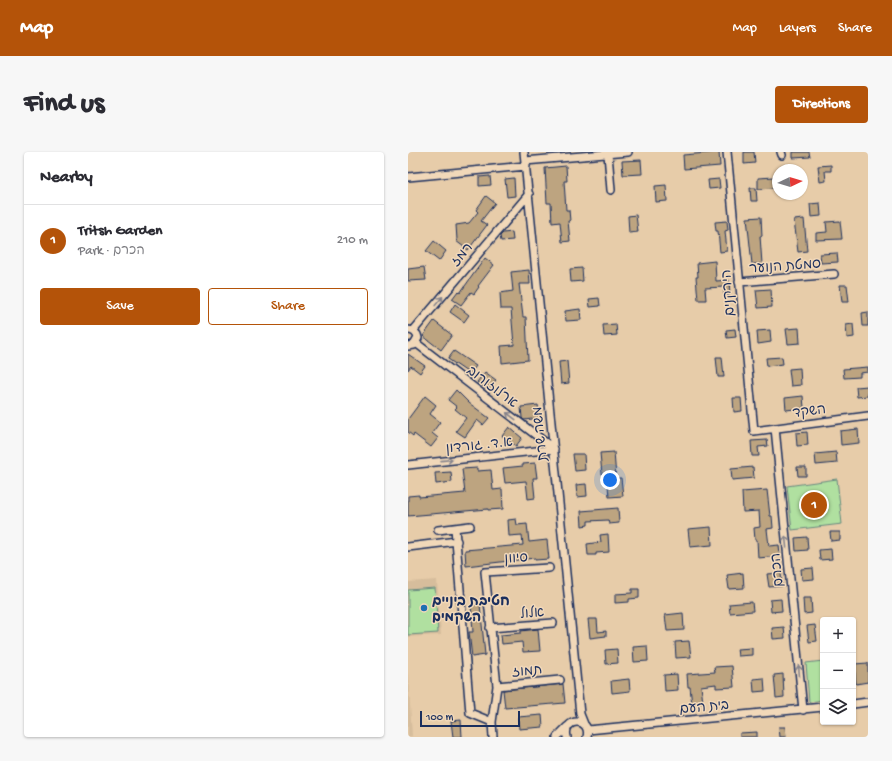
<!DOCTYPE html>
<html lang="en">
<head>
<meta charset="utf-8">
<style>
	body { margin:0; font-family:"Gochi Hand","Playpen Sans Hebrew",sans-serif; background:#f7f7f7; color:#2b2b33 }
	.controls { position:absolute; right:12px; bottom:12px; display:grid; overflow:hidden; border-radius:4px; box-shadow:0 1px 3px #0004 }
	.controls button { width:36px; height:36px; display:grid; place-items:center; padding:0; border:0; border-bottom:1px solid #e1e1e2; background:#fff; color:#2b2b33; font:20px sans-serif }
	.compass { position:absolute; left:364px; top:12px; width:36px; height:36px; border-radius:50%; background:#fff; box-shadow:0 1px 3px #0004; rotate:86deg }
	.scale { position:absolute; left:12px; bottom:10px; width:100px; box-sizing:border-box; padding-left:4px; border:2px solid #1b2f5e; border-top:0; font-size:11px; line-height:14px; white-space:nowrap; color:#1b2f5e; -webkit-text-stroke:3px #f1d8b9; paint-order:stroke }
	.you { position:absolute; left:202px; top:328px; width:14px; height:14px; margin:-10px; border:3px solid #fff; border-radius:50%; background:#1a73e8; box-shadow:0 0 0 6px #1a73e833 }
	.badge { display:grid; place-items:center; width:26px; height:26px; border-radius:50%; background:#b45309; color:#fff; font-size:13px; font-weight:700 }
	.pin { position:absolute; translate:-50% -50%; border:2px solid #fff; box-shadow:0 1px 4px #0006 }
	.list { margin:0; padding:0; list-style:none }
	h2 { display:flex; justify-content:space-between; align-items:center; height:52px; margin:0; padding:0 16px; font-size:17px }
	h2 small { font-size:13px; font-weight:400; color:#7c7c81 }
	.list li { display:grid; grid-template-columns:26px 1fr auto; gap:12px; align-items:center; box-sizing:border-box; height:72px; padding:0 16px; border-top:1px solid #e1e1e2 }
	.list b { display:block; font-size:15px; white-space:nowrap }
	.list p { margin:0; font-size:13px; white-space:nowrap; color:#7c7c81 }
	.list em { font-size:13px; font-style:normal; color:#7c7c81 }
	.actions { display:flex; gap:8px; padding:12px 16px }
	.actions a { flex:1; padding:9px 0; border:1px solid #b45309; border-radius:4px; text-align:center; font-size:14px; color:#b45309 }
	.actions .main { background:#b45309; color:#fff }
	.icon { flex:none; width:22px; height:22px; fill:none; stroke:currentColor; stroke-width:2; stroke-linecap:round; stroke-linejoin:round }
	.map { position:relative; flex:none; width:460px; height:585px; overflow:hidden; border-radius:4px }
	header { display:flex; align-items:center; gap:24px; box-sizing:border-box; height:56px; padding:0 20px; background:#b45309; color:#fff }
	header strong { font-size:19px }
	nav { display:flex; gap:22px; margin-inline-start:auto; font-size:14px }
	.intro { display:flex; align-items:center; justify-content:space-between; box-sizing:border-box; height:96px; padding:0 24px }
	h1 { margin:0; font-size:28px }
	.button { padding:10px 18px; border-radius:4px; background:#b45309; color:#fff; font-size:14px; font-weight:700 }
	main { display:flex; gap:24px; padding:0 24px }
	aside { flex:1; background:#fff; border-radius:4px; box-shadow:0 1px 3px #0004 }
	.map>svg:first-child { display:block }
	.built { fill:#d6bd9c }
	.green { fill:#b0e0a0; stroke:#66887f }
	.building { fill:#bda480; stroke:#1b2f5e }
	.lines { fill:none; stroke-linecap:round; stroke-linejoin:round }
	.minor-casing { stroke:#1b2f5e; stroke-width:10 }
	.minor { stroke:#f1d8b9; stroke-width:7 }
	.oneway { stroke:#86848c }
	.poi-dot { fill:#1f6fb2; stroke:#f1d8b9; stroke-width:1.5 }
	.labels { text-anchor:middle; stroke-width:3; stroke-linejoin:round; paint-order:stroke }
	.street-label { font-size:14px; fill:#1b2f5e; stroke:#f1d8b9 }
	.poi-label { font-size:14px; font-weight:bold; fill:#1b2f5e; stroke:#f1d8b9; text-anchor:start }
</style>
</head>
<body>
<header>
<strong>Map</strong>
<nav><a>Map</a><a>Layers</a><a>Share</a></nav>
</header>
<div class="intro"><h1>Find us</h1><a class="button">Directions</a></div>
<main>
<aside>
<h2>Nearby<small></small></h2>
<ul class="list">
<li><span class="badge">1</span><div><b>Tritsh Garden</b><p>Park · הכרם</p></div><em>210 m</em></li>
</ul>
<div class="actions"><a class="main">Save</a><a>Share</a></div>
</aside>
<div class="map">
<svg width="460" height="585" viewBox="0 0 460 585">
	<rect width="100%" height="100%" fill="#e7cca9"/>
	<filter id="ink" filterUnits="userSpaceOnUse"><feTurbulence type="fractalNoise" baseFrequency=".025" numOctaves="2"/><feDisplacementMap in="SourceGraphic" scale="8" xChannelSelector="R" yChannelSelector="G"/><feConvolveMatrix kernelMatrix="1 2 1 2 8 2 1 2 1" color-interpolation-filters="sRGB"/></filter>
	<g filter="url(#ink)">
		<path class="built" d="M29 428 33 483 0 485V430Z
			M0 520 4 584 0 585Z"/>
		<path class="green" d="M429 327 434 372 384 378 379 334Z
			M27 436 30 481 0 483V438Z
			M415 509V548L401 550 398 511Z"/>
		<path class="building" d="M311 0 312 14 276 17 275 3Z
			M336 0H346L347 11 336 12Z
			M385 0H401L402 5 385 6Z
			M233 8 234 22 215 23 214 9Z
			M423 13V19H417L418 29 412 30 410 14Z
			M158 14 159 29H156L158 58H161L162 69H160L162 89 154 90 152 70 144 71 143 51H139L137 16Z
			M82 24 83 33 71 34V25Z
			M366 25 367 36 350 37V26Z
			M106 26 107 44 99 45 97 27Z
			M311 27 312 36 301 37 300 28Z
			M258 33 259 49 248 50 247 34Z
			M342 36H348L349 49H343Z
			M78 44 87 51 73 69 79 73 60 98 48 89 49 88 48 73 61 71 70 60 68 58Z
			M412 51 413 64 403 65 402 52Z
			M228 63 230 80 221 81 220 64Z
			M353 65 354 84H352L354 112H344L339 66Z
			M396 67 399 99 390 100 386 68Z
			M319 69 320 78 317 79 319 99 312 100 310 79H308L307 70Z
			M432 69 434 87 408 88V81L419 80 418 70Z
			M104 80 105 88 93 89 92 84 95 81Z
			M26 89 38 99 31 109 18 99Z
			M429 101 430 110 413 111 412 102Z
			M77 106 86 113 70 134 71 135 66 142 63 140 53 153 44 147 50 139 52 141Z
			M307 109 308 129 321 128 322 143H316V135L297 136 298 148H290L288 125H290L289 111Z
			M16 115 18 128 0 129V117Z
			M174 116 175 129 163 130 162 117Z
			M121 118 122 132H111L115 165H118L120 208 94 211 93 194 106 193 103 157H93L92 141 105 139 103 120Z
			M432 133H439L441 150H434Z
			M363 137 364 155 350 156 348 138Z
			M191 146 192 154 182 155 181 147Z
			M47 152 61 163 56 170 42 160Z
			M172 157 173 168 158 169 157 159Z
			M460 160V174H455L454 161Z
			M26 169 44 183 33 198 15 184Z
			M208 172 209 183 196 184 195 173Z
			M445 172 446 185 439 186 438 173Z
			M391 176 392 191 380 192 378 177Z
			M327 177 328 185 319 186 318 178Z
			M362 178 363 190 350 192 349 179Z
			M46 199 68 214 62 222 40 207Z
			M0 202 17 214 12 221 3 214 0 218Z
			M308 205H314L316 225H310Z
			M374 205 375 212 359 214 358 206Z
			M159 209 161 231 153 232 151 210Z
			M460 215V220L452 221V225L436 226 435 217Z
			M392 216 393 233 383 234 381 217Z
			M77 220 88 228 80 238 69 230Z
			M460 234V244L449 245 448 235Z
			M48 238 61 251 81 266 75 273 69 268 57 285 48 279 58 266 47 257 49 255 40 248Z
			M17 244 28 253 22 262 32 270 24 281 30 286 23 295 6 282 5 284 0 280V267Z
			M395 244 396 256 378 258 377 246Z
			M325 246H333L334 259 326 260Z
			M130 253 132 266 116 268 114 266 113 255Z
			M101 275 114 286 108 294 94 284Z
			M450 277 451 291 433 293 432 279Z
			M399 280 400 293 389 294 388 281Z
			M359 288 360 294 350 295 351 304H344L343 289Z
			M206 300 208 326H213L215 344 201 345 199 322H194L192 301Z
			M428 300 429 311 408 313 407 302Z
			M165 302H176L177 318 167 319Z
			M127 311 129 326H125L127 346 120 347 118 329 97 331 95 316 115 314V312Z
			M345 315 346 326 324 328 323 317Z
			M389 315H398V324H390Z
			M69 316V319L83 318 85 338 94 337 95 357 80 358V357L0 364V344L11 343V345L57 341 54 317Z
			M43 320 44 330 28 332 27 321Z
			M178 332 179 344 169 345 168 333Z
			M359 338 362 364H364L365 376 359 377 361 394 371 393 372 404 350 406 349 388H347L346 376 352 375 351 359 335 360 334 340Z
			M210 356 211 371 201 372 200 368 180 369V373L174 374 173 359Z
			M108 367 109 373 119 372 121 390 139 388 141 407 127 408V406L58 414 57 398 115 393 114 383 101 384 100 368Z
			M303 375 304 393 282 395 280 377Z
			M422 380H432V388L423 389Z
			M200 382 201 400 188 401V403H180L179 392 193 390 192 383Z
			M399 385 400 398 388 399 387 386Z
			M423 397 424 407 412 408 411 398Z
			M405 416 406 427 394 428 393 417Z
			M335 421 336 436 321 437 319 423Z
			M373 421 374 434 361 435 359 422Z
			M224 437H231V446L221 447V450L207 451V442L224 441Z
			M395 446H403L404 461 396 462Z
			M373 447 374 459 363 460 362 448Z
			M344 450 345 459 322 461 321 452Z
			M72 452 77 503 64 505 61 480H65L63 453Z
			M275 461 276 478 259 479 257 463Z
			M180 467H189L190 480 198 479V484L182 486Z
			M407 473 409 489 401 490 399 474Z
			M376 475 377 486 365 487 364 476Z
			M130 477 132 499 115 500 114 490 94 492 93 483 113 481V479Z
			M281 489 283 505 268 506 267 490Z
			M239 494 240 509 226 510 225 495Z
			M344 496V503L330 504 329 497Z
			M209 497 210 511 198 512 197 498Z
			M460 511V530L448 532 446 512Z
			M324 514 326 535 308 536V532L293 534 295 551 284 552 282 535H280L279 522 307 520 306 515Z
			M269 522 270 538 257 539 256 523Z
			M375 522 376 545 368 546 366 523Z
			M356 526 357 539 346 540 345 527Z
			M221 527 222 539 204 541 203 529Z
			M155 532 157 551 97 556 95 538Z
			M134 563 135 575 111 577 110 565Z
			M53 568 54 585H45L43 569Z
			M371 575H377L378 585H372Z
			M349 580V585H332V581Z"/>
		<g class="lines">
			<defs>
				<path id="minor" d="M116 0 172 562 176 572
					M319 0 346 279 460 264
					M373 0 374 3
					M200 2 203 38
					M117 9 220 0
					M0 25 118 14
					M331 130 426 122
					M0 178C6 178 9 181 10 186L6 193 0 194
					M5 179 121 42
					M8 191 146 297
					M367 276 395 558
					M0 313 146 297
					M47 376 62 561 84 570
					M30 378 62 374
					M0 395 49 389
					M82 476 145 471
					M89 534 152 528
					M445 552 460 550
					M180 578 415 555
					M85 585 84 570 89 534 77 420 141 416
					M149 585 159 575
					M159 585C154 565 184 565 179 585"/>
			</defs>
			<use href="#minor" class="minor-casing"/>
			<use href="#minor" class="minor"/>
		</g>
		<defs><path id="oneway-shaft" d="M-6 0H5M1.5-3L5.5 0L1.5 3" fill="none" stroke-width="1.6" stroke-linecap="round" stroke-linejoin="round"/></defs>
		<g class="oneway">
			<use href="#oneway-shaft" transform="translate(31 149) rotate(-50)"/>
			<use href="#oneway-shaft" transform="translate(103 264) rotate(-143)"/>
			<use href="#oneway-shaft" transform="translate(39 308) rotate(-6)"/>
			<use href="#oneway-shaft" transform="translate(378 390) rotate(-96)"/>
			<use href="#oneway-shaft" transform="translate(391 519) rotate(-95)"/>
		</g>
	</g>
	<circle class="poi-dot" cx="16" cy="456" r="4"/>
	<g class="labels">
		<g class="street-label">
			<text transform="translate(53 102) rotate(-50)" y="5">רמז</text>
			<text transform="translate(377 113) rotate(-4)" y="5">סמטת הנוער</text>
			<text transform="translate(319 141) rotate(-95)" y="5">הירקנים</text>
			<text transform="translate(85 234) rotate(37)" y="5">ארלוזורוב</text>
			<text transform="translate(401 258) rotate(-7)" y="5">השקד</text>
			<text transform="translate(131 282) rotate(-96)" y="5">משה שרת</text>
			<text transform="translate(71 292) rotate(-6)" y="5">א.ד. גורדון</text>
			<text transform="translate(108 405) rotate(-4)" y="5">סיוון</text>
			<text transform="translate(368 418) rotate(-96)" y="5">הכרם</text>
			<text transform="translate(124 460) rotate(-5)" y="5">אלול</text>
			<text transform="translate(119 518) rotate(-5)" y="5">תמוז</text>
			<text transform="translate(296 554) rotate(-5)" y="5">בית העם</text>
		</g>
		<g class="poi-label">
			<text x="24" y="453">חטיבת ביניים<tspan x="24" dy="16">השקמים</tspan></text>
		</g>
	</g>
</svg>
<div class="controls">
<button>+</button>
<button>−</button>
<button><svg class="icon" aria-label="layers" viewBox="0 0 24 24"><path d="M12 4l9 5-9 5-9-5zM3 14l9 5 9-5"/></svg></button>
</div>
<svg class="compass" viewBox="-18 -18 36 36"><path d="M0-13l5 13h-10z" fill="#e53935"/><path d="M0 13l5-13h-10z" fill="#7c7c81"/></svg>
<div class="scale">100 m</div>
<div class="you"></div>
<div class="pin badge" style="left:406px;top:353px">1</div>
</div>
</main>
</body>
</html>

● Exercise
Going back to the entries above, set down exactly the lines that begin at the one with "M101 275 114 286 108 294 94 284Z" and end at the one with "M269 522 270 538 257 539 256 523Z", both included, and nothing else.

● Solution to the problem
			M101 275 114 286 108 294 94 284Z
			M450 277 451 291 433 293 432 279Z
			M399 280 400 293 389 294 388 281Z
			M359 288 360 294 350 295 351 304H344L343 289Z
			M206 300 208 326H213L215 344 201 345 199 322H194L192 301Z
			M428 300 429 311 408 313 407 302Z
			M165 302H176L177 318 167 319Z
			M127 311 129 326H125L127 346 120 347 118 329 97 331 95 316 115 314V312Z
			M345 315 346 326 324 328 323 317Z
			M389 315H398V324H390Z
			M69 316V319L83 318 85 338 94 337 95 357 80 358V357L0 364V344L11 343V345L57 341 54 317Z
			M43 320 44 330 28 332 27 321Z
			M178 332 179 344 169 345 168 333Z
			M359 338 362 364H364L365 376 359 377 361 394 371 393 372 404 350 406 349 388H347L346 376 352 375 351 359 335 360 334 340Z
			M210 356 211 371 201 372 200 368 180 369V373L174 374 173 359Z
			M108 367 109 373 119 372 121 390 139 388 141 407 127 408V406L58 414 57 398 115 393 114 383 101 384 100 368Z
			M303 375 304 393 282 395 280 377Z
			M422 380H432V388L423 389Z
			M200 382 201 400 188 401V403H180L179 392 193 390 192 383Z
			M399 385 400 398 388 399 387 386Z
			M423 397 424 407 412 408 411 398Z
			M405 416 406 427 394 428 393 417Z
			M335 421 336 436 321 437 319 423Z
			M373 421 374 434 361 435 359 422Z
			M224 437H231V446L221 447V450L207 451V442L224 441Z
			M395 446H403L404 461 396 462Z
			M373 447 374 459 363 460 362 448Z
			M344 450 345 459 322 461 321 452Z
			M72 452 77 503 64 505 61 480H65L63 453Z
			M275 461 276 478 259 479 257 463Z
			M180 467H189L190 480 198 479V484L182 486Z
			M407 473 409 489 401 490 399 474Z
			M376 475 377 486 365 487 364 476Z
			M130 477 132 499 115 500 114 490 94 492 93 483 113 481V479Z
			M281 489 283 505 268 506 267 490Z
			M239 494 240 509 226 510 225 495Z
			M344 496V503L330 504 329 497Z
			M209 497 210 511 198 512 197 498Z
			M460 511V530L448 532 446 512Z
			M324 514 326 535 308 536V532L293 534 295 551 284 552 282 535H280L279 522 307 520 306 515Z
			M269 522 270 538 257 539 256 523Z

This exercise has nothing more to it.